The air conditioning grills are filigreed iron. The audio system has speakers behind the walls with a thin coat of plaster to hide them. The television was concealed in a wire door, painted French armoire. The interior decor is sparse and overscale with just the right mix of antiques. This provides form and function that fit the home. The hardware is reproduction aged bronze, mostly hand-made, but typical of the genre—simple and understated.
The country washroom in the back service hall and kitchen feature imported, reclaimed French terra-cotta floors. The floors are finished with multiple coats of burnished tung oil and carnauba wax. This wax is made from the leaves of the Brazilian carnauba palm. The polished finish has a glossy sheen. The doors in the back hall are antique, and oiled and waxed. The half-glass doors exiting from the kitchen to the terrace are antique.
The kitchen cabinetry was designed to appear as if they had been first made for Grandma, updated by Mom, and again by the children.

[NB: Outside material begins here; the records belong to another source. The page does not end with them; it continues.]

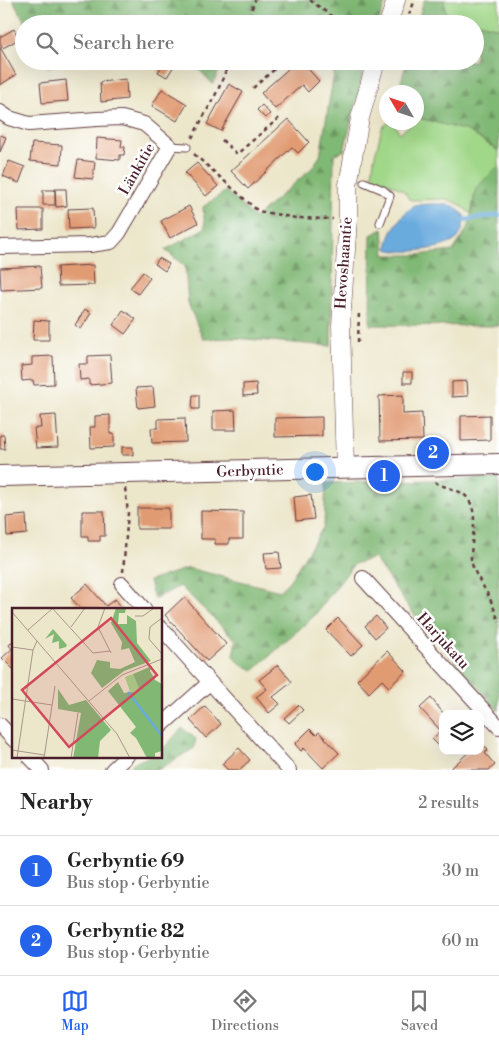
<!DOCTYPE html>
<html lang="en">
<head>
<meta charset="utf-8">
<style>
  body { margin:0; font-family:"Libre Bodoni",serif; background:#f2f2f2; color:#222 }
  .controls { position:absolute; right:15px; bottom:15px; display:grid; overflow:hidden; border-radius:10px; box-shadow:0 5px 20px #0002 }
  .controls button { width:45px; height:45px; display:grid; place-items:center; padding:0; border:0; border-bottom:1px solid #e0e0e0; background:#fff; color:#222; font:25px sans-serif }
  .compass { position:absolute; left:379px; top:85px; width:45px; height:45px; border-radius:50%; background:#fff; box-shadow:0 5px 20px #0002; rotate:309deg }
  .you { position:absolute; left:314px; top:471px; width:18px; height:18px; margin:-12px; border:4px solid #fff; border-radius:50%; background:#1a73e8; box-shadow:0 0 0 8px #1a73e833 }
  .badge { display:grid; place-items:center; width:32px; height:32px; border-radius:50%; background:#2563eb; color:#fff; font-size:16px; font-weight:700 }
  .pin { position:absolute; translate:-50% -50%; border:2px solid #fff; box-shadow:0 1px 5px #0006 }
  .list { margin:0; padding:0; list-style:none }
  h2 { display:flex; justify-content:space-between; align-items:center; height:65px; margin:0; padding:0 20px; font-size:21px }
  h2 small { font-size:16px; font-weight:400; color:#767676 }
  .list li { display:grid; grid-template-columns:32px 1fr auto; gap:15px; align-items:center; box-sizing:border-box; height:70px; padding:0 20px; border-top:1px solid #e0e0e0 }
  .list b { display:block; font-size:19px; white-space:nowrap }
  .list p { margin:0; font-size:16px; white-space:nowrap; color:#767676 }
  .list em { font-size:16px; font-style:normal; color:#767676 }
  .icon { flex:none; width:28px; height:28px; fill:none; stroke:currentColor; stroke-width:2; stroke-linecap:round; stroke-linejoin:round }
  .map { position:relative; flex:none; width:499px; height:770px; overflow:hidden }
  .search { position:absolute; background:#fff; box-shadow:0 5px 20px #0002; left:15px; right:15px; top:15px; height:55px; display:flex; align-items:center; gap:12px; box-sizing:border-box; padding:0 18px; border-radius:28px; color:#767676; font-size:19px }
  .sheet { height:205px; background:#fff }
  nav { display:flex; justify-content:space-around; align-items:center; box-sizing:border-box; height:70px; border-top:1px solid #e0e0e0; background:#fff; font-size:14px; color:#767676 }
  nav a { display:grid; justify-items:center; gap:2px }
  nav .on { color:#2563eb }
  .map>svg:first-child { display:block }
</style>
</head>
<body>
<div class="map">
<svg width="499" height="770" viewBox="0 0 499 770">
  <defs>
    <pattern id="forest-firs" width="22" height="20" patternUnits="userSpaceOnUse" patternTransform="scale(1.25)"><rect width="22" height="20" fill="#80b874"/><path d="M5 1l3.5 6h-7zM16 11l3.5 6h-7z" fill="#6b955f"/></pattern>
  </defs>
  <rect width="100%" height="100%" fill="#fff"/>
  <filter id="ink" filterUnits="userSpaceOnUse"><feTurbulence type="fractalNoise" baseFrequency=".02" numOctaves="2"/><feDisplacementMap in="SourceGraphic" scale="10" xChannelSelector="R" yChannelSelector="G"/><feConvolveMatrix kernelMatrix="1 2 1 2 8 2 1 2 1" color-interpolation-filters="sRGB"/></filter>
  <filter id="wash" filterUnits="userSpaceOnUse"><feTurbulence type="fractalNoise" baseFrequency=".0096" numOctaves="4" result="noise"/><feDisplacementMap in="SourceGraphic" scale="20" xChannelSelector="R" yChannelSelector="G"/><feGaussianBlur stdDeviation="1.12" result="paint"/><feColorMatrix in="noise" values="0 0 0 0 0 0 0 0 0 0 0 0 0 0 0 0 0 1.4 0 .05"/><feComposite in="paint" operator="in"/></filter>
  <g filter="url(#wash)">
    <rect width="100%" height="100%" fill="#ece6ca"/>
    <path fill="#a0d788" stroke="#757b5a" d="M444,0H499V28L446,15Z
      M419,118L468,131L499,151V165L476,188L471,214L459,204L446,199L410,200L403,190L372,175L374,159L382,128L387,123H393L400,133L413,123L416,122L417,120Z"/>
    <path fill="url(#forest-firs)" stroke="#656c50" d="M13,0H386L378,24H40L25,22Z
      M424,0H444L446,15L499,28V151L468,131L419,118L417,120L416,92H398L407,61H475V24H417Z
      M191,61H223L213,84Z
      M336,61H366L344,151L334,154L331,346L233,338L203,339L188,303L185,266L165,250L205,228L203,207L226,191L255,218L311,169L320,156Z
      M499,165V326L370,325L371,235L383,229L385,255H417L453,251L469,226L476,188Z
      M499,478V711L415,616L374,558L354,564L314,616L254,670L242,665L233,656L236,640L180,586L154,599L149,581L188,568L280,591L290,580L324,526L326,483Z
      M182,728L196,739L194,748L158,770H132V764L150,756H161V751Z"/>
    <path fill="#6aabde" stroke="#5a6584" d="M442,204L454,206L464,215C464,223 463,231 458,238C449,249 400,255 387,249C388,234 403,209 418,205C426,204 434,204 442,204Z"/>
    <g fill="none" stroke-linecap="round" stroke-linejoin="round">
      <path stroke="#6aabde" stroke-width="4.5" d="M464,220L499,215"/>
    </g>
    <g id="blocks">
      <path fill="#e19b73" d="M14,29L19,39L3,48L0,43V37Z
        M0,47L16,75L0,85Z
        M42,61H54L50,68L41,64Z
        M165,61H177L167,77L158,72Z
        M297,61H301L319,81L308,92L302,85L275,109L261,93Z
        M126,79L127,99L101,102L100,82Z
        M66,80L68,101L42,103L40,83Z
        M229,84L243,92L221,131L207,124Z
        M162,89L187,104L177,121L152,106Z
        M262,105L270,114L265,118L257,110Z
        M288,119L309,142L298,153L292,147L248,189L231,171Z
        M0,135L6,137L0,152Z
        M97,138L122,140L121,147H125L124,155H120V160L96,158Z
        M32,143L62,145L61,164L30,161Z
        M78,160L95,162L93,179L75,177Z
        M9,161L25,167L19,183L3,176Z
        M197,163L218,186L206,196L185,173Z
        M55,189H66L67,206L56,207Z
        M43,190H55V205H43Z
        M189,206L198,223L170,238L161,221Z
        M93,208L94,228L69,229L68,209Z
        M18,209H43V229L19,230Z
        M159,258L169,264L165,271L155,264Z
        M93,265L94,285L58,286L57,267Z
        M40,266L42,288L1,290L0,268Z
        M143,272L150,278L138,294L130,288Z
        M85,309L91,313L81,329L75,325Z
        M123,310L136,319L125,334L113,325Z
        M34,320L49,321V340H33Z
        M110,355L112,383L89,385V379L80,380L79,364H88V356Z
        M53,356L54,384L34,385L33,380L22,381L21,366L32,365V357Z
        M403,372H412V383H403Z
        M467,381L468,396L452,397V382Z
        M256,383L257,395L243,396V384Z
        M153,387L155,406L138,408L136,388Z
        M193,395H199V409H192Z
        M403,395V414L422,413L423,440L380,441L379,396Z
        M235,410L236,430H213V411Z
        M56,415L58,447L36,448L34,428H41L40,416Z
        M110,415V434H114V447L91,448L90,427H95V416Z
        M490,415V440L461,441V416Z
        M322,417V436L275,437V418Z
        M185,418L186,442L152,443L151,428H158V419Z
        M0,435H4L5,449H0Z
        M122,447H133V455H122Z
        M311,495L314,519L296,521L294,497Z
        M137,508H169V529H137Z
        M82,511H104L105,536H100V541H88V536H82Z
        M201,511L243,512V539H229V544H215V539H201Z
        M26,515L27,534L7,536L6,517Z
        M279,552L281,568L266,569L264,553Z
        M87,584L106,606L115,599L123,609H81L71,598Z
        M184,597L226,644L207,661L165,615Z
        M376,616L386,628L375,638L365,626Z
        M338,618L363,645L351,656L326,630Z
        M14,640V668L13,669L2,658L12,649L9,645Z
        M387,651L406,671L389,687L382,680L369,693L357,680Z
        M278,665L292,682L273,697L280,704L269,713L256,697L267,689L259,680Z
        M431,698L444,714H443V749H442L432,739L441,731L420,708Z
        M298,705L303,710L289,723L284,718Z
        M205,706L221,724L206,738L190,720Z
        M310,729L316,735L319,732L339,753L323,768L304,748L301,751L295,744Z
        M480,741L488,750L485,753L495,765L489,770H449L470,751H480Z
        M239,748L250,760L239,770H228L222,764Z"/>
    </g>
  </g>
  <g filter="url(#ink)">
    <use href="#blocks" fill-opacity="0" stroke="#623d43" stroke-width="1"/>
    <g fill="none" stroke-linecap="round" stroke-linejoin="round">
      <g stroke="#623d43" stroke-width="9">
        <path id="service" d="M170,146L187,147
          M364,182L383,190L390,196L380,223"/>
      </g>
      <g stroke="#623d43" stroke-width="16">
        <path id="minor" d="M0,112L9,118L29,124L97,119L122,118L144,124L170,146L119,233L111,242L90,245L0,247
          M363,578L499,727
          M122,584L144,609
          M161,628L289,770
          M0,725L14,740
          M161,726L209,683
          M29,756L42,770
          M112,770L127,756"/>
      </g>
      <g stroke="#623d43" stroke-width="19">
        <path id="tertiary" d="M388,24L396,0
          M345,468L341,325L348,219V185L360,118L376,61"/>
      </g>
      <g stroke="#623d43" stroke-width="22">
        <path id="secondary" d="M0,476L499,464"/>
      </g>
      <path stroke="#623d43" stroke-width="2.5" stroke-dasharray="4 4" stroke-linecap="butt" d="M310,0L342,24
        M406,22L415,0
        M246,24L255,0
        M253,88L284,61
        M192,138L218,90L230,61
        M222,140L237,154L279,118
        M194,154L258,211L296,218L333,219
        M358,342L359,312
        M435,482C445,489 461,488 469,500C479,517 471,539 471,558C472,572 483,584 489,597C493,605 496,614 499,622
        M123,572L128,513L125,488"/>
      <use href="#service" stroke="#fff" stroke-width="7"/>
      <use href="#minor" stroke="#fff" stroke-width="14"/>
      <use href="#tertiary" stroke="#fff" stroke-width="18"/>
      <use href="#secondary" stroke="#fff" stroke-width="20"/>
    </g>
  </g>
  <g text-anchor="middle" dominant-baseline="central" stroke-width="5" stroke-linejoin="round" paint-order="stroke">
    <g font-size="15" fill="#4a1f2b" stroke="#fff">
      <text transform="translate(137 169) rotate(-60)">Länkitie</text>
      <text transform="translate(344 263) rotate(-86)">Hevoshaantie</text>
      <text transform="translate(250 471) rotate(-2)">Gerbyntie</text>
      <text transform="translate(443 641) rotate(48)">Harjukatu</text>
    </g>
  </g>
  <g transform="translate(12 608)">
    <rect width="150" height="150" fill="#ece6ca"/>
    <path d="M121,66L128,83L118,84L113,69Z" fill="#a0d788"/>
    <path d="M104,0H114L113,5H107L106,16H115V7L124,13L125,35L139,53L112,63L90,80L79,65L85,52L98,54V60L108,61L123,54L117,40L109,42L110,34L99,15ZM41,21L55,37L54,39L47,41V33L40,35L42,26L33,31ZM140,58L138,63L143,72L150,76V143L143,145V150H135L124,130L118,125L124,119L96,83L106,74L112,85L128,83L121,66ZM46,81L57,97L74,92L99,122L88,133L86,150H61L69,105L46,101Z" fill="#80b874"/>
    <path fill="none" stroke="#6aabde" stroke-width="2.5" d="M116,84L150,128"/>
    <path fill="none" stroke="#ab968a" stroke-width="1" d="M93,0L86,19L99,45M41,1L81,45L98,43M0,4L105,126L118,150M123,8H131L142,0M150,10L138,19L137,31L150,46M59,19L73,0M16,22L41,0M0,39L21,42M0,91L40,97M77,93L110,67L150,51M0,142L32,147M5,150L21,42L25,33M32,150L43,78M59,150L66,105"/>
    <path fill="#d1495b" fill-opacity="0.15" stroke="#d1495b" stroke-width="2.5" d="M99,10L145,67L57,139L10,82Z"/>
    <rect width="150" height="150" fill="none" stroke="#4a1f2b" stroke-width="2.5"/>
  </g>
</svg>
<div class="controls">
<button><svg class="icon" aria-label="layers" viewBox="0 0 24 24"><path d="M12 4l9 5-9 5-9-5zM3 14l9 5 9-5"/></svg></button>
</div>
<svg class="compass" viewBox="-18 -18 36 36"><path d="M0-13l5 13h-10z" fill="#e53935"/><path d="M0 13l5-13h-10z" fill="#767676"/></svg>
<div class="you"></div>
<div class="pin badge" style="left:384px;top:476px">1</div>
<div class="pin badge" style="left:433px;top:453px">2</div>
<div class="search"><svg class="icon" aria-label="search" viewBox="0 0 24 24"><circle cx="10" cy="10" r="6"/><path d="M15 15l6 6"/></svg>Search here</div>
</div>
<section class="sheet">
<h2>Nearby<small>2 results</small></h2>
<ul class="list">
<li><span class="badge">1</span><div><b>Gerbyntie 69</b><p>Bus stop · Gerbyntie</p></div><em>30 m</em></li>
<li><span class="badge">2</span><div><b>Gerbyntie 82</b><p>Bus stop · Gerbyntie</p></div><em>60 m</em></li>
</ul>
</section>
<nav>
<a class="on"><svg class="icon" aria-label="map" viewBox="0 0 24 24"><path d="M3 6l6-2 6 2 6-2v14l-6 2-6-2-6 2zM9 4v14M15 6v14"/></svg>Map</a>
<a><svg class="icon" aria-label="directions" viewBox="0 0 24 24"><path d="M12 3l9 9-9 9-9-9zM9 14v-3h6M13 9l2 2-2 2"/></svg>Directions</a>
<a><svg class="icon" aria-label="saved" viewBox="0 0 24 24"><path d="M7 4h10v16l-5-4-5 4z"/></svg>Saved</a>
</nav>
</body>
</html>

It features notty alder base, open shelves for basket storage, overhead cabinets with seedy glass. The hardware is a mix of casement latches, bin pulls, or drop pulls. The island counter was made of antique reclaimed hickory. The ceiling has a major and minor beam ceiling with exposed fasteners. For color, the tile back splash behind the stove was specially selected by Eric in a Provence pattern. The undercounter lights are actually tarnished brass map lights. Notice the variety of small drawers with open shelves with iron brackets for ceramic storage. No French home is complete without a wine cellar! This one was built authentically with fumed oak and fastened with cut nails. The patinated oak door is handmade and has an iron peep door.